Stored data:
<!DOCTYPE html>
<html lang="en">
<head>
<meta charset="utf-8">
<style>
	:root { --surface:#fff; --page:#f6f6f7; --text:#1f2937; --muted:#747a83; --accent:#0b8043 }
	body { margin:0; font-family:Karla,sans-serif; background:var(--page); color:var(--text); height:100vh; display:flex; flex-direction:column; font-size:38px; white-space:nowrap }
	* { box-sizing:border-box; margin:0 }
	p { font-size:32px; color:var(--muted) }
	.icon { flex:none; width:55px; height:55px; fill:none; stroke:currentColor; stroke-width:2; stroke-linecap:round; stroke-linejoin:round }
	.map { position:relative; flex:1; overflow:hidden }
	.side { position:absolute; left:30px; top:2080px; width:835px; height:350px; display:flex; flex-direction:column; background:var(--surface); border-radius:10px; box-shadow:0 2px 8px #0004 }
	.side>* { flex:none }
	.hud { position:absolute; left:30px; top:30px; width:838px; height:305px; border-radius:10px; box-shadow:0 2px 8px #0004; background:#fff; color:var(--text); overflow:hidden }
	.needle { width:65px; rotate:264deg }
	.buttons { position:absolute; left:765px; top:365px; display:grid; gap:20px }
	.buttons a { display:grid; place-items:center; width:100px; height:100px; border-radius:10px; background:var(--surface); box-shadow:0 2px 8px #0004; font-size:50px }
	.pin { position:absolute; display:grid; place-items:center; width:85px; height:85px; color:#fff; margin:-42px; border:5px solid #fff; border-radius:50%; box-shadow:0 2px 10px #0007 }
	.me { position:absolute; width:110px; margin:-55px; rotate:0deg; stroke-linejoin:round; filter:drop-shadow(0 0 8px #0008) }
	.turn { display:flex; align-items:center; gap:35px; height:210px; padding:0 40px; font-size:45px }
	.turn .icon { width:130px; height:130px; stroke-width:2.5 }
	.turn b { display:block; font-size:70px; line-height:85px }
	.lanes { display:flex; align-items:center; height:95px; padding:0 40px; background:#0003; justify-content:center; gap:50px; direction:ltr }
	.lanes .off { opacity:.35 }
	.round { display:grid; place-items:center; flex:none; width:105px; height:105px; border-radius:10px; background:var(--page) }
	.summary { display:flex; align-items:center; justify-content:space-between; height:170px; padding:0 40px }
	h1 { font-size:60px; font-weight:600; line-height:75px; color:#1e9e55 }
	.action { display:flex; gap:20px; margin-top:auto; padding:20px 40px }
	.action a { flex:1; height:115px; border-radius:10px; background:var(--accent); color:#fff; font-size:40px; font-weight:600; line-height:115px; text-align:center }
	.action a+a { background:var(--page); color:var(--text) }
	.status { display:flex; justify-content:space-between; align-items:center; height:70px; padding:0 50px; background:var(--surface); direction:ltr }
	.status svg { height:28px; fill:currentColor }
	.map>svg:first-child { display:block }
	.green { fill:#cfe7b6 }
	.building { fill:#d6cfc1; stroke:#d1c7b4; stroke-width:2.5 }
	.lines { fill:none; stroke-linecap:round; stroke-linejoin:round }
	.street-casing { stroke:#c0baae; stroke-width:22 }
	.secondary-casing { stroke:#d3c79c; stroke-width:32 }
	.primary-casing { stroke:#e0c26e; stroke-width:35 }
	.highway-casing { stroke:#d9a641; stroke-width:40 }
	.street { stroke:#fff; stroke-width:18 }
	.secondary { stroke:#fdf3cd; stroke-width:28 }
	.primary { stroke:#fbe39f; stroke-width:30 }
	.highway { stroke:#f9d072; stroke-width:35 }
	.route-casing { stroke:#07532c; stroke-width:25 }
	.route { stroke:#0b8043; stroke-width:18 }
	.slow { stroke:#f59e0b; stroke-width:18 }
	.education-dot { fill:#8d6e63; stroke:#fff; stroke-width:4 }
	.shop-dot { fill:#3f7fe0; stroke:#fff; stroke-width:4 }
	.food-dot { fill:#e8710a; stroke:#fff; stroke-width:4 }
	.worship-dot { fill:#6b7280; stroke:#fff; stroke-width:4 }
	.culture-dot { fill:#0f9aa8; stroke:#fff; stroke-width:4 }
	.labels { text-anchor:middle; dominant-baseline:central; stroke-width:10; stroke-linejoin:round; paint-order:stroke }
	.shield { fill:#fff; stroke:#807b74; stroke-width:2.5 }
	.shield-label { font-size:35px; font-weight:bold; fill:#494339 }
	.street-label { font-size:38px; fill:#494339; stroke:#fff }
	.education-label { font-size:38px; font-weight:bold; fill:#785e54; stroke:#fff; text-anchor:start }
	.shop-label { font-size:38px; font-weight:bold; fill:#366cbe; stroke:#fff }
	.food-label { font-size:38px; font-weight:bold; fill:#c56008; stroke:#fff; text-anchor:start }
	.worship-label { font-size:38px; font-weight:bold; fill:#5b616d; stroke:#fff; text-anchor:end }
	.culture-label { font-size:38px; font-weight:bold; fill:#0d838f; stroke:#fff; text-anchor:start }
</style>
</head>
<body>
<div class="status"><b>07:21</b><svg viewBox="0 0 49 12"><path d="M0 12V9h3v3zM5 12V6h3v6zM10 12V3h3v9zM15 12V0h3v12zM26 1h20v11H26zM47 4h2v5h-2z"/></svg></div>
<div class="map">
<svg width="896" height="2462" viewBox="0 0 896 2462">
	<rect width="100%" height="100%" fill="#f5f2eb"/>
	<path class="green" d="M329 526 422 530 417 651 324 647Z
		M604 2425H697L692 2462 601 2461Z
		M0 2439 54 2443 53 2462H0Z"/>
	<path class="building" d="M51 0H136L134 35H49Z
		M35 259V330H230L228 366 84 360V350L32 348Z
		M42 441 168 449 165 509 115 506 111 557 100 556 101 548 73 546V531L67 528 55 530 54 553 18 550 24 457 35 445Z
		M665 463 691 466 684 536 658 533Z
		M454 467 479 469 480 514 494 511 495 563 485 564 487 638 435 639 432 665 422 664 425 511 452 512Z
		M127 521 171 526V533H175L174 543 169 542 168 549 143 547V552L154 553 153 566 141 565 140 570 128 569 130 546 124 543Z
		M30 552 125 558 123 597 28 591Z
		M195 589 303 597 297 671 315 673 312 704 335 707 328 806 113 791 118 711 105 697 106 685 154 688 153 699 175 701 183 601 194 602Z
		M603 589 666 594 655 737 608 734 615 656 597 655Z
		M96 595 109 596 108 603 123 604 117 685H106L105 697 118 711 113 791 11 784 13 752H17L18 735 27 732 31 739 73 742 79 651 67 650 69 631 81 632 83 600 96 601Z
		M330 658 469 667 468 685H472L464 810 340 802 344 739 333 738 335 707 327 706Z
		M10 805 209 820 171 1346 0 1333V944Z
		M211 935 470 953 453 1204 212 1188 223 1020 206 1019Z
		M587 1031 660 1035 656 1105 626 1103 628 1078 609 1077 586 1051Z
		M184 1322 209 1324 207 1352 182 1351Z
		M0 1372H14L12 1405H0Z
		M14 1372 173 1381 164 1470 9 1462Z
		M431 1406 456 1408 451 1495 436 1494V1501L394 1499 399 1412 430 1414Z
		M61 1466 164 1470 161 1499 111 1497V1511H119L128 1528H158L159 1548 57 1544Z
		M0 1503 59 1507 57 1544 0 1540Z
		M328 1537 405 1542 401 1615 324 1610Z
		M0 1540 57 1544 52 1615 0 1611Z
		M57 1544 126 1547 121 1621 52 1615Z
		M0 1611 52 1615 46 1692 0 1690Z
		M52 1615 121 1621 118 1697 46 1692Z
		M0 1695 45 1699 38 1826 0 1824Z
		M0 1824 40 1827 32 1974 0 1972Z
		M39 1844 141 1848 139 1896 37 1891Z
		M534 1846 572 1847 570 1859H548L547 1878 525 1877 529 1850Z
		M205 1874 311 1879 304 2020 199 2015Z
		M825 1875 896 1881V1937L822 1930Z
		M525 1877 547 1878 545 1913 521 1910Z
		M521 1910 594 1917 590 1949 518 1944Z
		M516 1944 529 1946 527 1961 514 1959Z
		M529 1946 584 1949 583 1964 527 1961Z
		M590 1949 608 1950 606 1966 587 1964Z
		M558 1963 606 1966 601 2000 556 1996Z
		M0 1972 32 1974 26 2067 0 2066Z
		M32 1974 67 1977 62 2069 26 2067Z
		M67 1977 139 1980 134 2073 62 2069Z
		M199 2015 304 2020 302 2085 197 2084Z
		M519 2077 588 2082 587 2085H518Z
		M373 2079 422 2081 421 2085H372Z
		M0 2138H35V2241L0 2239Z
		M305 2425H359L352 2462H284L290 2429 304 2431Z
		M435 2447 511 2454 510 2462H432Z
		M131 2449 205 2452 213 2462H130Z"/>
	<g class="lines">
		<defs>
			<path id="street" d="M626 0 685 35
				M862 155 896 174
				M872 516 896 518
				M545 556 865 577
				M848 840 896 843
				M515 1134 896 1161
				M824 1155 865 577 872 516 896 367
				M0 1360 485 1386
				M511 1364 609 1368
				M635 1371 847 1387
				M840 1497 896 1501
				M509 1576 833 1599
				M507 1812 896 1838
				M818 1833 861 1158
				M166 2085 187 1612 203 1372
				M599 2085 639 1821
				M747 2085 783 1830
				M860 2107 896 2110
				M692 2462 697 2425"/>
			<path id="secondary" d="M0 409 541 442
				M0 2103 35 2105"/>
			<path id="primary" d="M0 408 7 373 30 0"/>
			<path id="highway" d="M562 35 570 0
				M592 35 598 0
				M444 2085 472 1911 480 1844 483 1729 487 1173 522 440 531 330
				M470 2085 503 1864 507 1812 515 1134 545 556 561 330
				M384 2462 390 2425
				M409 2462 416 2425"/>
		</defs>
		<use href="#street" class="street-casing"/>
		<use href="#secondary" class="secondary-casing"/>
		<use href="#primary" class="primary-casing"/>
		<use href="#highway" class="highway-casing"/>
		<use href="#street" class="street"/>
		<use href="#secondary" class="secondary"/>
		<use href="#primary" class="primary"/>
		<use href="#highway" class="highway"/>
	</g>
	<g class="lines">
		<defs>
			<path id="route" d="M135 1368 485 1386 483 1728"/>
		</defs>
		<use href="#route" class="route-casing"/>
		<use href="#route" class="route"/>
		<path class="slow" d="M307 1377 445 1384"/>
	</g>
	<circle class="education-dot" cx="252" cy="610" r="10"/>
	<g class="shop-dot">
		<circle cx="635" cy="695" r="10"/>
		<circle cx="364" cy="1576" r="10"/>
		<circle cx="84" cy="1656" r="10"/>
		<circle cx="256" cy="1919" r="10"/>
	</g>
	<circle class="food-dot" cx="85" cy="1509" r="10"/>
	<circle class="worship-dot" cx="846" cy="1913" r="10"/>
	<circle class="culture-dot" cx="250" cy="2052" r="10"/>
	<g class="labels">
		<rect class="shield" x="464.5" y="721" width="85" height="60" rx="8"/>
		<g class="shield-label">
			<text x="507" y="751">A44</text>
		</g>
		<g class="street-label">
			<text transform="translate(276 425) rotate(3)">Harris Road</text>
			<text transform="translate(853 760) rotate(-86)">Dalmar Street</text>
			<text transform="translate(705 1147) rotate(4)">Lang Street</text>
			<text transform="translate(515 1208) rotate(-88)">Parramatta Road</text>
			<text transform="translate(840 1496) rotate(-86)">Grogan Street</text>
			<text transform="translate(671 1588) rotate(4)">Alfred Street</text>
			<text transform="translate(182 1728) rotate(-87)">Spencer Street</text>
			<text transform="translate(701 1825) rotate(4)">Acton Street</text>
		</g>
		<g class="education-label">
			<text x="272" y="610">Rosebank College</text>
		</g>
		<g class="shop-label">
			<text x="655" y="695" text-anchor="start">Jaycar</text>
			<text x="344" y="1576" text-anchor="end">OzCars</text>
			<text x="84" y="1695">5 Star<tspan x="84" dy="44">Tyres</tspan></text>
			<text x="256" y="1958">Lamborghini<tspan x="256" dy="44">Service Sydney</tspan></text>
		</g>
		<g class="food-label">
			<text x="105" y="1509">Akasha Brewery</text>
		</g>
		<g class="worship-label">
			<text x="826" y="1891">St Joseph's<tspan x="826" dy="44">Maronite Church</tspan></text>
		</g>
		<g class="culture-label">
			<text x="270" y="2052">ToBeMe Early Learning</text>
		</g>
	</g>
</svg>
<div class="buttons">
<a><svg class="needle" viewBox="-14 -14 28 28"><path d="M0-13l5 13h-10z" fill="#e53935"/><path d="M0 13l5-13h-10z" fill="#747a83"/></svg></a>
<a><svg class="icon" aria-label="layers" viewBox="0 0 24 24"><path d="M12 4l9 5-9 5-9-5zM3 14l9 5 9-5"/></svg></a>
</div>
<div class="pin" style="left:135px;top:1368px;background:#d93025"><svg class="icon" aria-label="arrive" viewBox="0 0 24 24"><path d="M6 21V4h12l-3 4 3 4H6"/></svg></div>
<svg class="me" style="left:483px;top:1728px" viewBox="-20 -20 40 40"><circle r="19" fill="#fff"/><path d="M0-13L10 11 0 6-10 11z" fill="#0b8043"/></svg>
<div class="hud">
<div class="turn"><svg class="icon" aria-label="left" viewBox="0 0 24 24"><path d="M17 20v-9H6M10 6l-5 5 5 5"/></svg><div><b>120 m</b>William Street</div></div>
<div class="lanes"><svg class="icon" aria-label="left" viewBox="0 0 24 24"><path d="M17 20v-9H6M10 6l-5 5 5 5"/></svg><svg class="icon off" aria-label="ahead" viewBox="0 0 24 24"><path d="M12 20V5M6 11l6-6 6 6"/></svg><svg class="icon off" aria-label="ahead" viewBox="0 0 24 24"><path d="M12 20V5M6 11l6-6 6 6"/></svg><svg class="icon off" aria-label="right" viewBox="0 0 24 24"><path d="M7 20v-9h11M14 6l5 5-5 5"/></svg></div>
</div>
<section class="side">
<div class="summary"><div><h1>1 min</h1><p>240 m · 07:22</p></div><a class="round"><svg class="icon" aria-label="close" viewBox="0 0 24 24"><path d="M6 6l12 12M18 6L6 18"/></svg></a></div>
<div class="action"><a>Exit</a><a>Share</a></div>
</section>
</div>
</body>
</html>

Task description:
A single number is requested: the count of lines in the data that hold "buttons".

Task response:
3